Thomas Carbine came to Alaska seeking the adventure of a paycheck earned on the choppy waters of Bristol Bay.
He was stabbed dead -- in an attack no one has admitted witnessing -- in the parking lot of a crowded Kodiak bar one summer night 28 years ago, apparently during a robbery over the cash he earned fishing.
Now Alaska State Troopers are taking a fresh look at the case on speculation that someone may know who killed the 27-year-old man whose death continues to haunt his family.
"There isn't a day that goes by that I don't think about my son," said his father, Jim Carbine. "It was an unprovoked murder, it was vicious, and we can't understand how such a community, with people being close to each other there, could not come up with some clues to help the police get the perpetrator."
Carbine arrived in Alaska about 1978, a time when the state was suffering a hangover from the trans-Alaska pipeline construction boom that had just ended.
He was a graduate of the University of Maryland who came as a commercial fisherman looking for work and adventure, according to his family.

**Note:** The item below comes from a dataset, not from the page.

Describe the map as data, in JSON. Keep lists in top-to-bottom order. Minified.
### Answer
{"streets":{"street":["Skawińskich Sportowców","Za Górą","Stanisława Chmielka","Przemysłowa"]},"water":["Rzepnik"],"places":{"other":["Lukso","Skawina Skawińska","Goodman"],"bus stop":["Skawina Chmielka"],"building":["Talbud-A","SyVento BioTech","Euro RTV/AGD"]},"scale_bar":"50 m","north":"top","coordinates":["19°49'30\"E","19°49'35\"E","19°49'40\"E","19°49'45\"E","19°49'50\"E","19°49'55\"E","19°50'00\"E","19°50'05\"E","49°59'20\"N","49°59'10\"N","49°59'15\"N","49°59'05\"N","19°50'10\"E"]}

He'd been an intern at a Maryland polling company before he moved to the West Coast to find work on a fishing vessel, his family said.
"He loved adventure and there was nothing more adventuresome than being on the high seas," said his older sister, Cynthia Carbine. "He loved the scenery, and when he did have breaks he would just stand on the rail and just look at the beauty of Alaska."
Carbine had been out on Bristol Bay fishing shortly before his death when a pin that held the vessel's boom sheared, causing the boom to crash down on the deck, Jim Carbine said. The vessel put in for repairs at Dillingham and Carbine caught a flight to Kodiak, where he hoped to get on another boat to finish the fishing season, his father said.
Troopers say Carbine landed in Kodiak late in the afternoon of July 14, 1982, and dropped his bags off at a local lodge before heading to the Beachcomber, a bar off Mission Road that has since burned down.
Carbine had acquaintances from the fishing industry in town, and one man had been holding a check for him from some previous work, said Jim Stogsdill, an investigator with troopers' cold-case unit. Witnesses at the bar reported seeing him with a lot of money and that he was buying rounds of drinks, he said.
Carbine was last seen alive at 3:30 a.m. on Thursday, July 15, according to troopers. The first indication that something happened was a few minutes later, when witnesses reported seeing something on the ground, Stogsdill said. About 10 minutes later, Carbine's body was found between two parked cars about 30 feet from the front door of the bar, he said. It appeared Carbine had been stabbed in the chest against the building and that he had moved toward the cars before he died.
His pockets were empty of cash and his wallet was missing. His belt buckle had been ripped away from his belt and was found on the ground nearby, troopers said.
Neither Stogsdill nor the Carbine family is convinced no one saw anything.
"It's really highly unusual," Stogsdill said. "When you get a crowd of people and a guy is killed in the middle of them, essentially, there's going to be a few folks who were able to scoot away before the police ever became aware that they even existed."
NOT LETTING GO
The death has weighed heavily on the family over the past 28 years. Jim Carbine, who is now 85, said the family wrote letters to the Kodiak newspaper every year to keep interest in the case alive. They talked to troopers frequently to find out about progress.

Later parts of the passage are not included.